---- MATERIALS PROVIDED
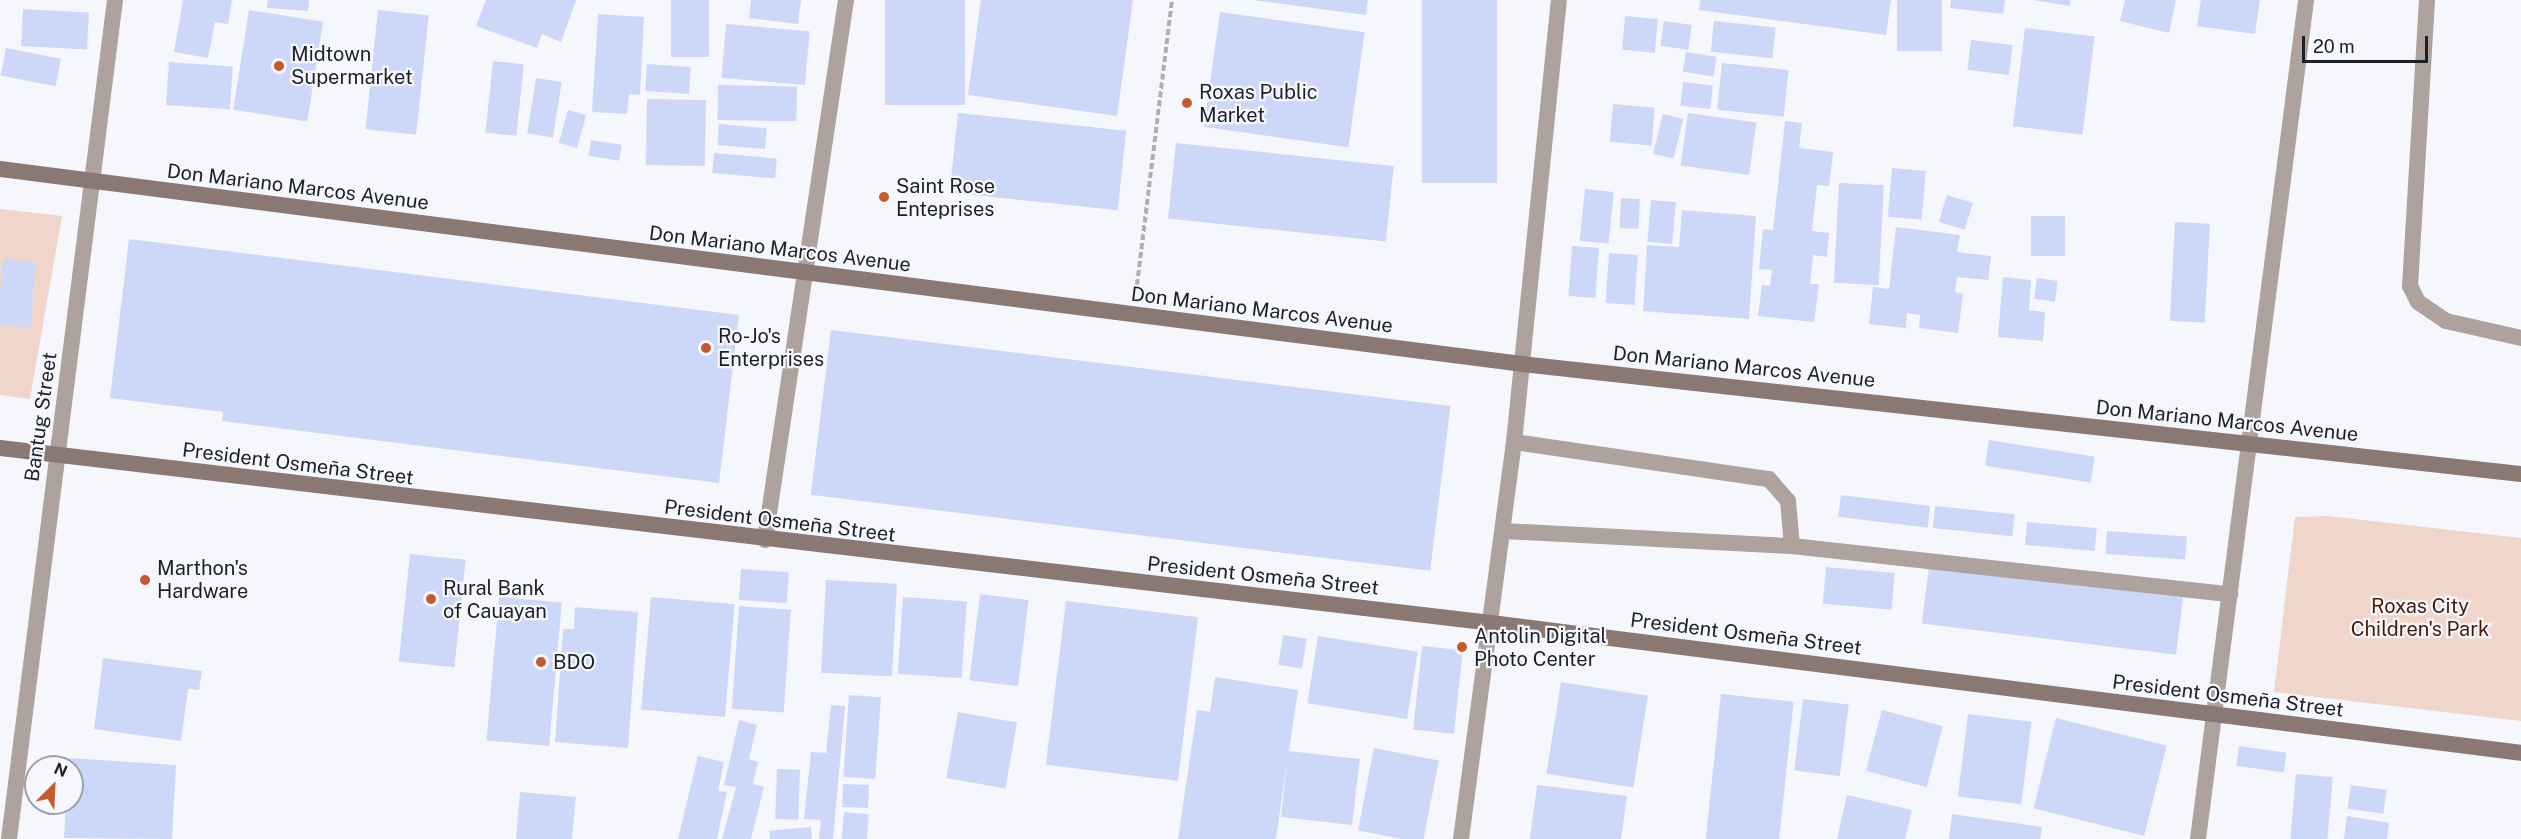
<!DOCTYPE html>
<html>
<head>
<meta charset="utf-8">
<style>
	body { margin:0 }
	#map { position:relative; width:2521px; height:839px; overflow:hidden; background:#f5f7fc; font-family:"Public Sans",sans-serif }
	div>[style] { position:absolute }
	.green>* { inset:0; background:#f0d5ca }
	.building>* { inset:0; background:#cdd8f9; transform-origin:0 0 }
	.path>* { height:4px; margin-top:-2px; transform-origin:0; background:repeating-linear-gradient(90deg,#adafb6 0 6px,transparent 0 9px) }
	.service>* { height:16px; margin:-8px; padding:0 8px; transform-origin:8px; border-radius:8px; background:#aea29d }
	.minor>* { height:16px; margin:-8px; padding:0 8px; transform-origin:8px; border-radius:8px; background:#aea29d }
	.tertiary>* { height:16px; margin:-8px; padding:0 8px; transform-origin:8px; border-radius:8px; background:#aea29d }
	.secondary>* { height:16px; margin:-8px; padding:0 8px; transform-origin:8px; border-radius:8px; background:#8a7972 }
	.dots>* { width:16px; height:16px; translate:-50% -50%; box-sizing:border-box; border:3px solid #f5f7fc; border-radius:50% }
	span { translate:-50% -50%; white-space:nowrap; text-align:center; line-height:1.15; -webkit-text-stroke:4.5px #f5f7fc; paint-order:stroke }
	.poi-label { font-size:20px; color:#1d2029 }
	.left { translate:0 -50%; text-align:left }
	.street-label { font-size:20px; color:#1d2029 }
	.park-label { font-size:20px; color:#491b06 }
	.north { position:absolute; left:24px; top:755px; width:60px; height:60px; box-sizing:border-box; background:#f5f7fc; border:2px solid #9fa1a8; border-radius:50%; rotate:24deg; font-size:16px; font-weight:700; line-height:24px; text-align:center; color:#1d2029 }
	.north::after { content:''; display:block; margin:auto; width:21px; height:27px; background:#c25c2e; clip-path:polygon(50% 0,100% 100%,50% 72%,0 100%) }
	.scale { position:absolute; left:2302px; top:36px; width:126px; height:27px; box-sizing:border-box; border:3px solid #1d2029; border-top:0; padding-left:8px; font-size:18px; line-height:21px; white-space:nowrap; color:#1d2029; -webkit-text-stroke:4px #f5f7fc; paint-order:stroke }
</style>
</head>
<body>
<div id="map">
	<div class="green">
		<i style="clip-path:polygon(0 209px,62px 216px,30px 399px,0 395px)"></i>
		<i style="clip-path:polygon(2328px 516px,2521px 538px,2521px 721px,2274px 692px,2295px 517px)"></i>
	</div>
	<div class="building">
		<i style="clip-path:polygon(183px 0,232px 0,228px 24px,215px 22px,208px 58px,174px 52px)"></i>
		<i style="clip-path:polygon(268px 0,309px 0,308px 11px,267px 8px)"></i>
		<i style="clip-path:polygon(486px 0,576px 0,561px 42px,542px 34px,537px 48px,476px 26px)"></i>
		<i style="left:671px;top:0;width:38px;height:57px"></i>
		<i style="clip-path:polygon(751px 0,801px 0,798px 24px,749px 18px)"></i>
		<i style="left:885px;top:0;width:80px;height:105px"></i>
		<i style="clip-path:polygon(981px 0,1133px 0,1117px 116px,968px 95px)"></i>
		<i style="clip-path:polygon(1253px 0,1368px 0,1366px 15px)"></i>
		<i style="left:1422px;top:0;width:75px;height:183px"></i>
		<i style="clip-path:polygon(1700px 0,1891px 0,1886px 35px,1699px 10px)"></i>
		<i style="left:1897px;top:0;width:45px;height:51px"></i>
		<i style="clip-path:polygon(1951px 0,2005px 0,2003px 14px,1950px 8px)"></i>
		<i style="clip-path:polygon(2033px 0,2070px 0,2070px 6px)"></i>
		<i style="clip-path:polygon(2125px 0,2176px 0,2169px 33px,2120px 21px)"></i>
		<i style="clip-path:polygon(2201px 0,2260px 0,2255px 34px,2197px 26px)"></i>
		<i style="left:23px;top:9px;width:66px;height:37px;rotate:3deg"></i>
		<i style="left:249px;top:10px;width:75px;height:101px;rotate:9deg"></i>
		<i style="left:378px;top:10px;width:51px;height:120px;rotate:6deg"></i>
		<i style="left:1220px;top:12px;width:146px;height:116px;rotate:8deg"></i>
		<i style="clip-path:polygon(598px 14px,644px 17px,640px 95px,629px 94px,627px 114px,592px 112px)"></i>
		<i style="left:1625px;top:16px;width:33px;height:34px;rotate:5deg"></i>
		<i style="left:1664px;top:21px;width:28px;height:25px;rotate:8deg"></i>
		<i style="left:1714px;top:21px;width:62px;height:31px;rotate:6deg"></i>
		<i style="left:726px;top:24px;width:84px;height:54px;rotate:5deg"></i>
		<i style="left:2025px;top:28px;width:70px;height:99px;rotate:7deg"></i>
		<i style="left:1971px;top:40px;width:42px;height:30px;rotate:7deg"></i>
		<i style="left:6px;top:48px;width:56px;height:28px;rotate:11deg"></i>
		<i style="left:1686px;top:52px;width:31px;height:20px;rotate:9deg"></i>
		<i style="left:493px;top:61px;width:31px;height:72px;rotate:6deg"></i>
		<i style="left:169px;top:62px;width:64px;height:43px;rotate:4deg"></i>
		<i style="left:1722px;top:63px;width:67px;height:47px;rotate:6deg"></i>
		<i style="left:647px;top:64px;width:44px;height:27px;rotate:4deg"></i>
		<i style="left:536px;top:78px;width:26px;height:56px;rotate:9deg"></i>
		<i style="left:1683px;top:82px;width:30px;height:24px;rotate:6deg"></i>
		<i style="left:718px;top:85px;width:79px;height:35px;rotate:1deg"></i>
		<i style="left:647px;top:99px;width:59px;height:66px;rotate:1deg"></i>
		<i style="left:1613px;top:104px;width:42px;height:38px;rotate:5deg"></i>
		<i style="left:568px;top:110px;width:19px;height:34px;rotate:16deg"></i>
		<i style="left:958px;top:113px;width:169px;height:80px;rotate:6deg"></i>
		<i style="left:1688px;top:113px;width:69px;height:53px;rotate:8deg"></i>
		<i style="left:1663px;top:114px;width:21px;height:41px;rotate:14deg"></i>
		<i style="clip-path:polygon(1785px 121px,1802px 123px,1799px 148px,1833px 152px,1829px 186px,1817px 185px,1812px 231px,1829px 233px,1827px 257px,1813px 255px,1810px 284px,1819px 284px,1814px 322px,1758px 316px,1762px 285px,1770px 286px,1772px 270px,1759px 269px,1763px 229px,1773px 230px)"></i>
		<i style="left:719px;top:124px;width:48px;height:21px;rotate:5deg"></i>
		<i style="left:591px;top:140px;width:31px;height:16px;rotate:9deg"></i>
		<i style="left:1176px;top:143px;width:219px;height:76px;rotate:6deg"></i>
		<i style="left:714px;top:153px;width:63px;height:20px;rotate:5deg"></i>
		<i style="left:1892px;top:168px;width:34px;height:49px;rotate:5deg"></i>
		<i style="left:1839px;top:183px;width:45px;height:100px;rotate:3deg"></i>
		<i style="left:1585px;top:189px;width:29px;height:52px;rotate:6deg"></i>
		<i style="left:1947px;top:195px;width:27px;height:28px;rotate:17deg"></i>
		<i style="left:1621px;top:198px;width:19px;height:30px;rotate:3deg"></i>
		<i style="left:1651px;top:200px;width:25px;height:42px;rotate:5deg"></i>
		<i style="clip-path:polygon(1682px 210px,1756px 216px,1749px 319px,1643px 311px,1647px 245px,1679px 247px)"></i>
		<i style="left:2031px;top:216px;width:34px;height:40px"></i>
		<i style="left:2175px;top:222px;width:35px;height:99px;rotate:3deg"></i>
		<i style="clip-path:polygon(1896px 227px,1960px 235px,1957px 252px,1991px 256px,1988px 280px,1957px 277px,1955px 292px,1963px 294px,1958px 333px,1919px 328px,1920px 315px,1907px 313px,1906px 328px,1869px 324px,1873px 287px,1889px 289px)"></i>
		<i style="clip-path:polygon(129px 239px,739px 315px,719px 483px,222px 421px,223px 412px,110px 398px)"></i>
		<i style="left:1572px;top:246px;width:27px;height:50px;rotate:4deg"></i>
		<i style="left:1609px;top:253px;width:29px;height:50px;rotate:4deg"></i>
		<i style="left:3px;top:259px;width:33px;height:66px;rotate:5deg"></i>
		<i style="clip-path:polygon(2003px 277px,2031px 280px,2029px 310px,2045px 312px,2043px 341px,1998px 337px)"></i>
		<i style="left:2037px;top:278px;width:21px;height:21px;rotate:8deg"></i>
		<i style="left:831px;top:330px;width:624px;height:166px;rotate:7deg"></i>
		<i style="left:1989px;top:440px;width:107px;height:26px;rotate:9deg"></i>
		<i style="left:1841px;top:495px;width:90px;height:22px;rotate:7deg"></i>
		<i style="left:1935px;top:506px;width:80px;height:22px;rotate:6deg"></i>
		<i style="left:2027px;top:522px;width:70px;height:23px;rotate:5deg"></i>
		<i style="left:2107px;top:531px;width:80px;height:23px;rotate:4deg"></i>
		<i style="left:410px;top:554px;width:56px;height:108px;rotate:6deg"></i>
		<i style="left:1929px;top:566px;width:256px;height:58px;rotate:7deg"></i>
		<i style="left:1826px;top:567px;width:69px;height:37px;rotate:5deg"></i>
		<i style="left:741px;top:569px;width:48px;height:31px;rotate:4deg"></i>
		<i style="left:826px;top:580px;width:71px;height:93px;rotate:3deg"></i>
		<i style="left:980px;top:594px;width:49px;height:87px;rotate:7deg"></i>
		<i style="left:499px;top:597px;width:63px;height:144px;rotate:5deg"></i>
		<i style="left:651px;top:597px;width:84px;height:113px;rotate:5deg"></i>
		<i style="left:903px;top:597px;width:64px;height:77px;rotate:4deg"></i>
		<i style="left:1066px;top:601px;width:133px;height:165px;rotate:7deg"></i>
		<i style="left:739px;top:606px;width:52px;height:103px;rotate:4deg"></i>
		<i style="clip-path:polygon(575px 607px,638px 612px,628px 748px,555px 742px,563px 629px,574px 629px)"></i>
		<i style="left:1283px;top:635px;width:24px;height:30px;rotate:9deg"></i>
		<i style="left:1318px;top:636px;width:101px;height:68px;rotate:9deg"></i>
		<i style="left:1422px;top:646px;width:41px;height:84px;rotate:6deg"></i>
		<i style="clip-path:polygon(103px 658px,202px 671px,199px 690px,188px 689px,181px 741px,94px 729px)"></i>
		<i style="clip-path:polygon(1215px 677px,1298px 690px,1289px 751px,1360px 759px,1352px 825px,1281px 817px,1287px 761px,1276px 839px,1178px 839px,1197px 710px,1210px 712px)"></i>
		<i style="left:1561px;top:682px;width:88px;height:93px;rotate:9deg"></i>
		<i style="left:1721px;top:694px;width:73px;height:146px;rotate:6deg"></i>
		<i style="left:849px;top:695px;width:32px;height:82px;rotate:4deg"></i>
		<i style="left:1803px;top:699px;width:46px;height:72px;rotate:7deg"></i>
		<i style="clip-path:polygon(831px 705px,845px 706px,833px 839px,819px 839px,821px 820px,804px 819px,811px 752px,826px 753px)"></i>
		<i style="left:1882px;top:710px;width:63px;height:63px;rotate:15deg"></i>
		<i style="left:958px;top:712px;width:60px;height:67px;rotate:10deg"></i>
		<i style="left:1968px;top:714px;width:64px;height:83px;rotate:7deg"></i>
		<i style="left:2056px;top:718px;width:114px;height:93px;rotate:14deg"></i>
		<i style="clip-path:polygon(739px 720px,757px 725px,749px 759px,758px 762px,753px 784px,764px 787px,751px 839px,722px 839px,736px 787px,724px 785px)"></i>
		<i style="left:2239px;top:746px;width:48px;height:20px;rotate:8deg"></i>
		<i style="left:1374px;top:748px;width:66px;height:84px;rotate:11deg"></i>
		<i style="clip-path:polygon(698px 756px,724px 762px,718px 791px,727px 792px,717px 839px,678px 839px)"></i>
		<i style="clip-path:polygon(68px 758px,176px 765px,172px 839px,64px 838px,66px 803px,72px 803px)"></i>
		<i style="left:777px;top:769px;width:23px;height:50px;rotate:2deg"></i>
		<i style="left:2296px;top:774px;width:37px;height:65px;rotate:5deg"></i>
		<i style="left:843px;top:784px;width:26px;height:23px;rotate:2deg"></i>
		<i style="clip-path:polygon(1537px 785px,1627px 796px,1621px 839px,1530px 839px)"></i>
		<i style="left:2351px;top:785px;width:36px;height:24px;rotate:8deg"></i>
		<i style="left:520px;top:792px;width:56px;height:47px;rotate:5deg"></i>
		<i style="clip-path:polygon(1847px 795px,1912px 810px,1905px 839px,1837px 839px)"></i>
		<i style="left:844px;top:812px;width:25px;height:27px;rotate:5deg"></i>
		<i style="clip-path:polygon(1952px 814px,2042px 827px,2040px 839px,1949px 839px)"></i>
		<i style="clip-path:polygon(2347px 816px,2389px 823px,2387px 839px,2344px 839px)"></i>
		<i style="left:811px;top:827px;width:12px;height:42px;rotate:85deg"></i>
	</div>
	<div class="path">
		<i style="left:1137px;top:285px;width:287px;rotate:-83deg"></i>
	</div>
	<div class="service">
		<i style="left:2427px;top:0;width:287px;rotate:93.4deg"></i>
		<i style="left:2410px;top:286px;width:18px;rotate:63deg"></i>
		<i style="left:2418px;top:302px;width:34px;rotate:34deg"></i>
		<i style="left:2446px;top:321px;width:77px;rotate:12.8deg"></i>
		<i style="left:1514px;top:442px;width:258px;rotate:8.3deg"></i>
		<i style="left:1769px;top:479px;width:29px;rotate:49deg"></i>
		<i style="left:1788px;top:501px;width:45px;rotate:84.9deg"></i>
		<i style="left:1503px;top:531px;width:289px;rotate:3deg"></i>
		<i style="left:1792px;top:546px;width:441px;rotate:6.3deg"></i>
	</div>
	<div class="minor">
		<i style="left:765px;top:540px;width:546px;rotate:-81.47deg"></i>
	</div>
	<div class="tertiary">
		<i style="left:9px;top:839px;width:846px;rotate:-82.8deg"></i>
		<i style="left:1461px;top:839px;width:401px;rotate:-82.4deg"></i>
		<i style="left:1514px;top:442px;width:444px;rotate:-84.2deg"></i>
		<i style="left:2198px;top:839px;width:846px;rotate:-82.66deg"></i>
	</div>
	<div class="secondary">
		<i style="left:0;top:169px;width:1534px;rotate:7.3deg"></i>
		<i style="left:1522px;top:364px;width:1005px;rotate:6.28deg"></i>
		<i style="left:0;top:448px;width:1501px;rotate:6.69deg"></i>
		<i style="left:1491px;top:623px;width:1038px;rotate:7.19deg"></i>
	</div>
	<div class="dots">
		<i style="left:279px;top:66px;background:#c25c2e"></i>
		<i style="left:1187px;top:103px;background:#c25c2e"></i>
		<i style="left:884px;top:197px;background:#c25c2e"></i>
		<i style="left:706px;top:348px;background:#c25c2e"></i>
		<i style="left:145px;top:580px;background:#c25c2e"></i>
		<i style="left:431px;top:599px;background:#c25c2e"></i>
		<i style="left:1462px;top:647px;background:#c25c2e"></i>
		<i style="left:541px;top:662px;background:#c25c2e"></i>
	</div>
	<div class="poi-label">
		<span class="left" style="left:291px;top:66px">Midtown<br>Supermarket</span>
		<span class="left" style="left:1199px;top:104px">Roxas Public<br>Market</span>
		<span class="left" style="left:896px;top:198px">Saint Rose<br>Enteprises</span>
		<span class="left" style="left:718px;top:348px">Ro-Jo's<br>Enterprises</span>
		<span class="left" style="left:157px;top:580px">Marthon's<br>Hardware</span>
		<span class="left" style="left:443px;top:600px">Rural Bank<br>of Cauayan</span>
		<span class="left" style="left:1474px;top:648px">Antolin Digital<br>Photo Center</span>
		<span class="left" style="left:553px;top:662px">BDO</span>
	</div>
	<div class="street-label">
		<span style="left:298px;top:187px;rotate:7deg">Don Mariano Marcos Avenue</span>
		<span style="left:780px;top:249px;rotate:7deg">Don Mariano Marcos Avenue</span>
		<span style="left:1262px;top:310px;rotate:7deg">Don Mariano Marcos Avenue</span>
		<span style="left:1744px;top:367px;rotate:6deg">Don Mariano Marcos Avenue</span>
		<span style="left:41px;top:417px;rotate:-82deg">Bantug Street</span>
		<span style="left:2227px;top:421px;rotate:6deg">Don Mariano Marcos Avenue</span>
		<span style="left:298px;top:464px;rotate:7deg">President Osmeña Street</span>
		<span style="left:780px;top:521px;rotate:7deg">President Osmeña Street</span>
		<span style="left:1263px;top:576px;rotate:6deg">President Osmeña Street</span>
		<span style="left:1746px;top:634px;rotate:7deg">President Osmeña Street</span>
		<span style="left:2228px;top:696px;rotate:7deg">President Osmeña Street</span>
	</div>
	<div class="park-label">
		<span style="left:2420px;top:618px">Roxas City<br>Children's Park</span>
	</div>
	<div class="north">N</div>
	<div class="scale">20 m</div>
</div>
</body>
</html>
--------
TASK DESCRIPTION ::
Set down word for word the lines from the first entry through the line with "height:4px; margin-top:-2px; transform-origin:0;", both included, omitting pictures.

ANSWER SPACE ::
<!DOCTYPE html>
<html>
<head>
<meta charset="utf-8">
<style>
	body { margin:0 }
	#map { position:relative; width:2521px; height:839px; overflow:hidden; background:#f5f7fc; font-family:"Public Sans",sans-serif }
	div>[style] { position:absolute }
	.green>* { inset:0; background:#f0d5ca }
	.building>* { inset:0; background:#cdd8f9; transform-origin:0 0 }
	.path>* { height:4px; margin-top:-2px; transform-origin:0; background:repeating-linear-gradient(90deg,#adafb6 0 6px,transparent 0 9px) }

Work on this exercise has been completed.